From: Russell King - ARM Linux
Date: Thu Jan 30 2014 - 11:08:51 EST


On Thu, Jan 30, 2014 at 12:17:04PM -0300, Ezequiel Garcia wrote:
> Hi Russell, Trond:
>
> On Thu, Jan 30, 2014 at 02:08:34PM +0000, Russell King - ARM Linux wrote:
> > I just booted Linus' tip (plus a few other patches to imx-drm and imx
> > code), and stumbled into this interesting scenario:
> >
> [..]
>
> > CONFIG_NFS_FS=y
> > CONFIG_NFS_V2=y
> > CONFIG_NFS_V3=y
> > CONFIG_NFS_V3_ACL=y
>
> Just came across another issue, but a bit more problematic, as my
> kernel (Linus' tip as well) panics, after mounting the rootfs:
>
> IP-Config: Complete:
> device=eth0, hwaddr=00:50:43:50:1c:15, ipaddr=192.168.0.159, mask=255.255.255.0, gw=192.168.0.1
> host=develboard, domain=, nis-domain=(none)
> bootserver=192.168.0.45, rootserver=192.168.0.45, rootpath=
> VFS: Mounted root (nfs filesystem) on device 0:11.
> devtmpfs: mounted
> Freeing unused kernel memory: 136K (c0465000 - c0487000)
> Unable to handle kernel NULL pointer dereference at virtual address 00000000
> pgd = c0004000
> [00000000] *pgd=00000000
> Internal error: Oops: 5 [#1] ARM
> Modules linked in:
> CPU: 0 PID: 1 Comm: swapper Tainted: G W 3.13.0-10094-g9b0cd30 #276
> task: ed839a40 ti: ed83a000 task.ti: ed83a000
> PC is at xattr_resolve_name+0x14/0x94
> LR is at generic_getxattr+0x2c/0x64
> pc : [<c00a7ab0>] lr : [<c00a7b5c>] psr: a0000113
> sp : ed83be5c ip : ed83be74 fp : ed10ebc0
> r10: ed83a000 r9 : ed43d980 r8 : ed81b800
> r7 : c034dad8 r6 : 00000000 r5 : c03f3dcc r4 : ed43d980
> r3 : 00000014 r2 : ed83be8c r1 : ed83be74 r0 : 00000000
> Flags: NzCv IRQs on FIQs on Mode SVC_32 ISA ARM Segment kernel
> Control: 10c53c7d Table: 00004059 DAC: 00000015
> Process swapper (pid: 1, stack limit = 0xed83a238)

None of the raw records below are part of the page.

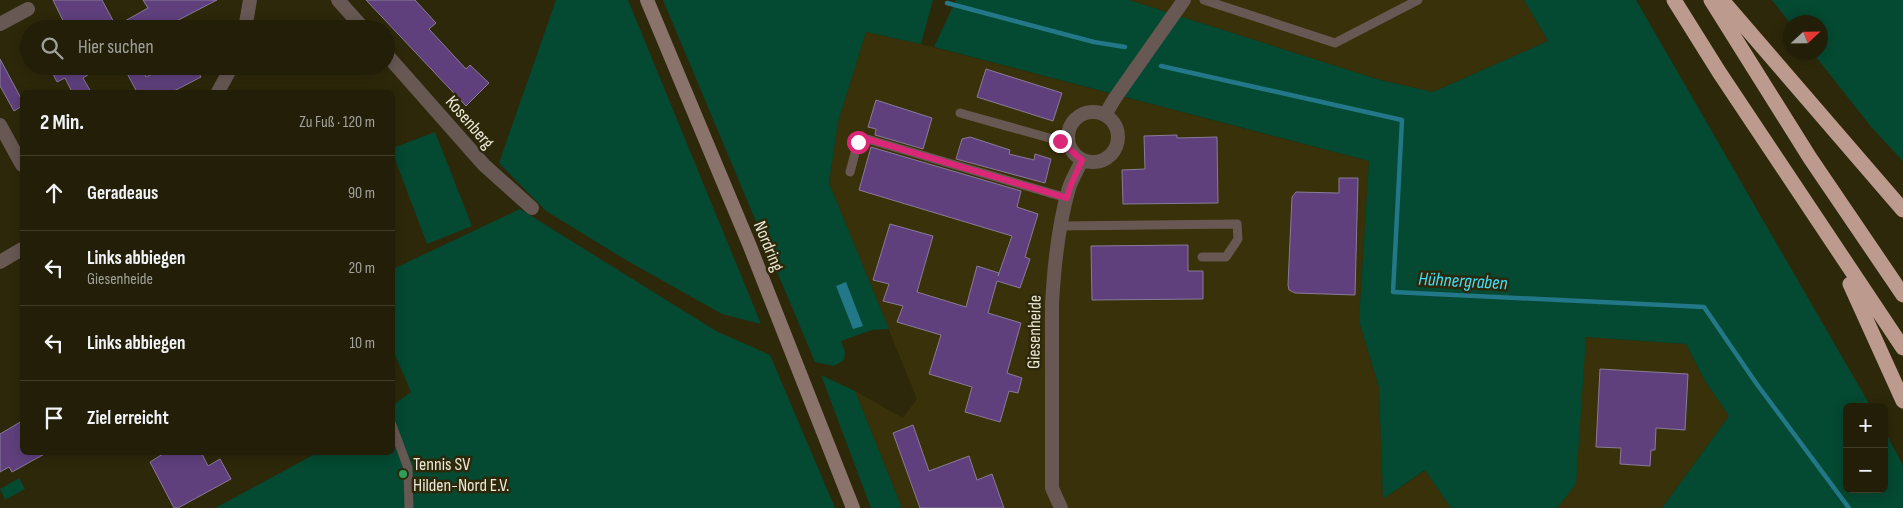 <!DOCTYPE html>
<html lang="de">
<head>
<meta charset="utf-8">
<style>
	:root { --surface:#221e08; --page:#2a2712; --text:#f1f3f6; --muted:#a2a29c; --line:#3f3c29 }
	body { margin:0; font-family:"Sofia Sans Condensed",sans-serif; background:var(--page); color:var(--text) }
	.controls { position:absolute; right:15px; bottom:15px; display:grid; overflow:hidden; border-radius:8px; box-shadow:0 2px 12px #0003 }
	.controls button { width:45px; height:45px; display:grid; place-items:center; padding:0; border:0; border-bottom:1px solid var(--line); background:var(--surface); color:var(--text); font:25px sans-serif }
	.compass { position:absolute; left:1783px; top:15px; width:45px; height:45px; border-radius:50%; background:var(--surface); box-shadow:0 2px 12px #0003; rotate:68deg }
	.stop { position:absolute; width:15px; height:15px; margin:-11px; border:4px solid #db2777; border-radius:50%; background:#fff }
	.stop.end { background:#db2777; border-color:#fff; box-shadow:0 1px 5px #0008 }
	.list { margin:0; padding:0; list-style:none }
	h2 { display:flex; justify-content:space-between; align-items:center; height:65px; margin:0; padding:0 20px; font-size:21px }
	h2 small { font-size:16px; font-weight:400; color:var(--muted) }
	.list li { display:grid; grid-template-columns:32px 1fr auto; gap:15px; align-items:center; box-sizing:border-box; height:75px; padding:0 20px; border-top:1px solid var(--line) }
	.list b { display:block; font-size:19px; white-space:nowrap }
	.list p { margin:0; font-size:16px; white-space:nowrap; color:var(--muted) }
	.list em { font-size:16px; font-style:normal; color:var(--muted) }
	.icon { flex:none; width:28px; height:28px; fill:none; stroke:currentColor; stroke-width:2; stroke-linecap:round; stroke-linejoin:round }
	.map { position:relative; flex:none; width:1903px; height:508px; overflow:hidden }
	.search { position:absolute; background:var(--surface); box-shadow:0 2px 12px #0003; left:20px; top:20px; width:375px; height:55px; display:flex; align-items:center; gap:12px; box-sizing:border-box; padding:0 18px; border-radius:28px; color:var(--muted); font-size:19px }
	.panel { position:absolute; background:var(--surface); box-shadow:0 2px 12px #0003; left:20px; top:90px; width:375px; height:365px; border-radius:8px }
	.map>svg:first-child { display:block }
	.built { fill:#393109 }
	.green { fill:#044931 }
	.water { fill:#227888 }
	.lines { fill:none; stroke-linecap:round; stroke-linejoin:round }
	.stream { stroke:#227888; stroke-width:4.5 }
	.building { fill:#5f407d; stroke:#897b99 }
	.service { stroke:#675853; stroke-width:9 }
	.minor { stroke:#675853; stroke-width:14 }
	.secondary { stroke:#8a736b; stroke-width:14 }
	.motorway { stroke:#bd9a8e; stroke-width:15 }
	.route { stroke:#db2777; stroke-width:6 }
	.leisure-dot { fill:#2e9e5b; stroke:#2e280a; stroke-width:2 }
	.labels { text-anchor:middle; stroke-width:5; stroke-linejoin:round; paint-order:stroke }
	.street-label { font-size:18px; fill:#ece8d7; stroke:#2e280a }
	.poi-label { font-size:18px; fill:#ece8d7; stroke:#2e280a; text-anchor:start }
	.water-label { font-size:19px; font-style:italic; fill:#41e0fc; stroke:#2e280a }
</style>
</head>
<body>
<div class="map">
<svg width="1903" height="508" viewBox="0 0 1903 508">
	<rect width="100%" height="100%" fill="#2e280a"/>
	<!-- built -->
	<path class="built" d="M 1129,0 L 1524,0 L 1548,41 L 1433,92 L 1380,80 Z
		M 866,32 L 921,44 L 1369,161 L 1359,321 L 1379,387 L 1383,499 L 1426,470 L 1451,508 L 902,508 L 855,391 L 903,418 L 917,399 L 829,183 L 838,122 Z
		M 1585,337 L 1686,344 L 1705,381 L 1729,416 L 1662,508 L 1557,508 L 1576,483 Z"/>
	<!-- green -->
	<path class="green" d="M 556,0 L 628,0 L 761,324 L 722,314 L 626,260 L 546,211 L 499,163 Z
		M 663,0 L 933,0 L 921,44 L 866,32 L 838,122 L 829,183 L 889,329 L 872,330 L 841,341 L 845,352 L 844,360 L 834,366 L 815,362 Z
		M 956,0 L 1129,0 L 1380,80 L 1433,92 L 1548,41 L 1524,0 L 1636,0 L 1871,407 L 1847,407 L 1847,489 L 1884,489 L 1884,430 L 1903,465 L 1903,508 L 1662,508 L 1729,416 L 1705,381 L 1686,344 L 1586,337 L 1576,484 L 1557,508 L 1451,508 L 1425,470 L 1383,499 L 1379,387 L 1359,321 L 1369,161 L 934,47 Z
		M 1772,0 L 1903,0 L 1903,161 L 1872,128 L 1813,53 L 1820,52 L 1820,22 L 1790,23 Z
		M 435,132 L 472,226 L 427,244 L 393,154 L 393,148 Z
		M 520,209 L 716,331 L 770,355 L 835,508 L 215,508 L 317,453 L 392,452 L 393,405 L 411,392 L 393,350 L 393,269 Z
		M 821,375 L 855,391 L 902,508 L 871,508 Z
		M 19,478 L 25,489 L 5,500 L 0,489 Z"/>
	<!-- water -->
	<path class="water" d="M 846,282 L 863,326 L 853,329 L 836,286 Z"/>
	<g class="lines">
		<!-- stream -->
		<path class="stream" d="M 947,3 L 1094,42 L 1125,47
			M 1161,66 L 1402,120 L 1393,292 L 1704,307 L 1756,383 L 1849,508"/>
	</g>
	<!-- building -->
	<path class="building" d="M 53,0 L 102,0 L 116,26 L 148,8 L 143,0 L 217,0 L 161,29 L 67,29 Z
		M 366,0 L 415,0 L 436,23 L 429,29 L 466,69 L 470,65 L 489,83 L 466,106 Z
		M 0,59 L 22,100 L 22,106 L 14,111 L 0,86 Z
		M 49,66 L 102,66 L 83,78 L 91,92 L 72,92 L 65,78 L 57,82 Z
		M 123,66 L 141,66 L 146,77 L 168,66 L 195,66 L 201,77 L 172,92 L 137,92 Z
		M 986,69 L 1062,93 L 1053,121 L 977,97 Z
		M 876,100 L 932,118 L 923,149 L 875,135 L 876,129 L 868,127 Z
		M 1177,135 L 1177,138 L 1217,137 L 1218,203 L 1123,204 L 1122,170 L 1145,169 L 1144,136 Z
		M 970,137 L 1010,150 L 1009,154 L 1034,160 L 1035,154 L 1051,159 L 1045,183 L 956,159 L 962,139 Z
		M 871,147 L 1021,191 L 1017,207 L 1038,214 L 1025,257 L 1030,259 L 1020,288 L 997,281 L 988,313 L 1021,323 L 1007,373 L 1022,378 L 1018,393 L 1009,391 L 1000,422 L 965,412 L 972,387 L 929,374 L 941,335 L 897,322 L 903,306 L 883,301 L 889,284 L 873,280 L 890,224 L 933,236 L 917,292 L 966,307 L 977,266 L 999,273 L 998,276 L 1012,236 L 859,190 Z
		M 1339,178 L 1358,178 L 1355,295 L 1295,293 L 1289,290 L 1288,285 L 1292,197 L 1296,192 L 1339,193 Z
		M 1188,245 L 1188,271 L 1203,271 L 1203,299 L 1092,300 L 1091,246 Z
		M 1600,369 L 1688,374 L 1685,430 L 1656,428 L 1655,450 L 1651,450 L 1650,466 L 1620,464 L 1621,448 L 1596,447 Z
		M 22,421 L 22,452 L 48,452 L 12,472 L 9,467 L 0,472 L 0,434 Z
		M 913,425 L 929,471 L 969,456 L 977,480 L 992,474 L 1004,508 L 920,508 L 893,433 Z
		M 166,452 L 201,452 L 208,466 L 220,459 L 231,479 L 178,508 L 174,508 L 150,462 Z"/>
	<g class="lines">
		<!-- service -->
		<path class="service" d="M 1204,0 L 1335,43 L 1418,0
			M 960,113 L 1060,141 L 1071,148
			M 850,172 L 858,142 L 862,139 L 867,139 L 1067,198
			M 1061,226 L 1237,224 L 1238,239 L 1226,257 L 1202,257
			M 392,425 L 408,468 L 409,508"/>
		<!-- minor -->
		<path class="minor" d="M 338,0 L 364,29
			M 0,24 L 28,9
			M 245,29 L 250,0
			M 386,54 L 484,165 L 532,208
			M 218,92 L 232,66
			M1068 137a25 25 0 1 1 50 0a25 25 0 1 1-50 0Z
			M 1105,115 L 1115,98 L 1184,0
			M 0,125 L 22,165
			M 0,262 L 22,249
			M 1061,508 L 1052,488 L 1052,305 C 1054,266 1058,226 1069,188 C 1072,179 1078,169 1082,160"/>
		<!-- secondary -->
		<path class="secondary" d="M 647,0 L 749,244 L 853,508"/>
		<!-- motorway -->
		<path class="motorway" d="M 1674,0 L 1719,72 L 1903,348
			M 1711,0 L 1810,158 L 1903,295
			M 1722,0 L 1903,210
			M 1850,284 L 1903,401"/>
	</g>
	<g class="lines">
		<!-- route -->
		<path class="route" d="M 858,142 L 862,139 L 867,139 L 1067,198 L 1070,187 L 1082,160 C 1074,154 1068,147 1060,141"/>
	</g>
	<!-- markers -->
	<circle class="leisure-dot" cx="403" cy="474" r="5"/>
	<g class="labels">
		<!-- street labels -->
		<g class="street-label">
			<text transform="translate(470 122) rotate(49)" y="6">Kosenberg</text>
			<text transform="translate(769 246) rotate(68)" y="6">Nordring</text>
			<text transform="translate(1034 332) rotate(-89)" y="6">Giesenheide</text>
		</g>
		<!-- poi labels -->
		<g class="poi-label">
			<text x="413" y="470">Tennis SV<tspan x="413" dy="21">Hilden-Nord E.V.</tspan></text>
		</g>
		<!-- water labels -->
		<g class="water-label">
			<text transform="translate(1463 280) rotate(3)" y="7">Hühnergraben</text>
		</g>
	</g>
</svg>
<div class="controls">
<button>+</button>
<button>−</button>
</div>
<svg class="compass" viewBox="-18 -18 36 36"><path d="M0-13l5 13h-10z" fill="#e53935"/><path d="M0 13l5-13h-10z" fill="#a2a29c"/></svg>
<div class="stop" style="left:858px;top:142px"></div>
<div class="stop end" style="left:1060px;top:141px"></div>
<div class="search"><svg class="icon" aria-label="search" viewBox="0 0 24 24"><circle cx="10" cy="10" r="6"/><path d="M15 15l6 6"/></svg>Hier suchen</div>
<section class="panel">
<h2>2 Min.<small>Zu Fuß · 120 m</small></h2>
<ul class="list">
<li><svg class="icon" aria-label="ahead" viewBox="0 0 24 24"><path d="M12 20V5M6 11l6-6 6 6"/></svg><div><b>Geradeaus</b></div><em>90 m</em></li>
<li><svg class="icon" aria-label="left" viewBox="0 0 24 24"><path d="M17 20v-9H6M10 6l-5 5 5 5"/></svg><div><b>Links abbiegen</b><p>Giesenheide</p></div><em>20 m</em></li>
<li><svg class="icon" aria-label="left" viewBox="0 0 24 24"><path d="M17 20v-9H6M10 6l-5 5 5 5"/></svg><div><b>Links abbiegen</b></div><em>10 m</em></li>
<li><svg class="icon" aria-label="arrive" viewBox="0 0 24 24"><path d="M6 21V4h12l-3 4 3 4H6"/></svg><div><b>Ziel erreicht</b></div></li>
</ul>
</section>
</div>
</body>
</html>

> Stack: (0xed83be5c to 0xed83c000)
> be40: ed43d980
> be60: 00000014 ed83be8c 00000000 00000000 c04bc22c c03f3dcc ed83bf14 ed43f340
> be80: ed43d980 c01115cc 00000000 00000041 c04bba6c 00000000 00000000 002040d0
> bea0: ed81bc00 ed10ebc0 ed81bc30 c01116f8 00000000 000004d0 ed8172d0 ed43d980
> bec0: 45878fd4 00000007 bfe01007 ef7f8fc0 c04bba6c ed43d6d8 c04bba6c 00000101
> bee0: 00000000 ed809fd0 ed809fc0 ed809f50 ed809f40 00000000 edb045d8 c0078bcc
> bf00: ed0e5dc0 edb045d8 00000000 bf000000 ed0e5dc0 00000000 00000000 00000000
> bf20: 00000000 00000000 bf000000 ed10ebc0 ed0e5dc0 00000001 edb045d8 c04926d0
> bf40: ed83a000 c0492758 ed10ebc0 c008fc54 00000001 ed0e5dc0 00000002 c0090cec
> bf60: c03ec85c ed0e5df4 00000000 ed839c00 c0487000 c04bcec0 c03e4f08 00000000
> bf80: 00000000 00000000 00000000 00000000 00000000 c00086a8 00000000 c04bcec0
> bfa0: c0344f5c c0345004 00000000 c000e398 00000000 00000000 00000000 00000000
> bfc0: 00000000 00000000 00000000 00000000 00000000 00000000 00000000 00000000
> bfe0: 00000000 00000000 00000000 00000000 00000013 00000000 00000000 00000000
> [<c00a7ab0>] (xattr_resolve_name) from [<00000000>] ( (null))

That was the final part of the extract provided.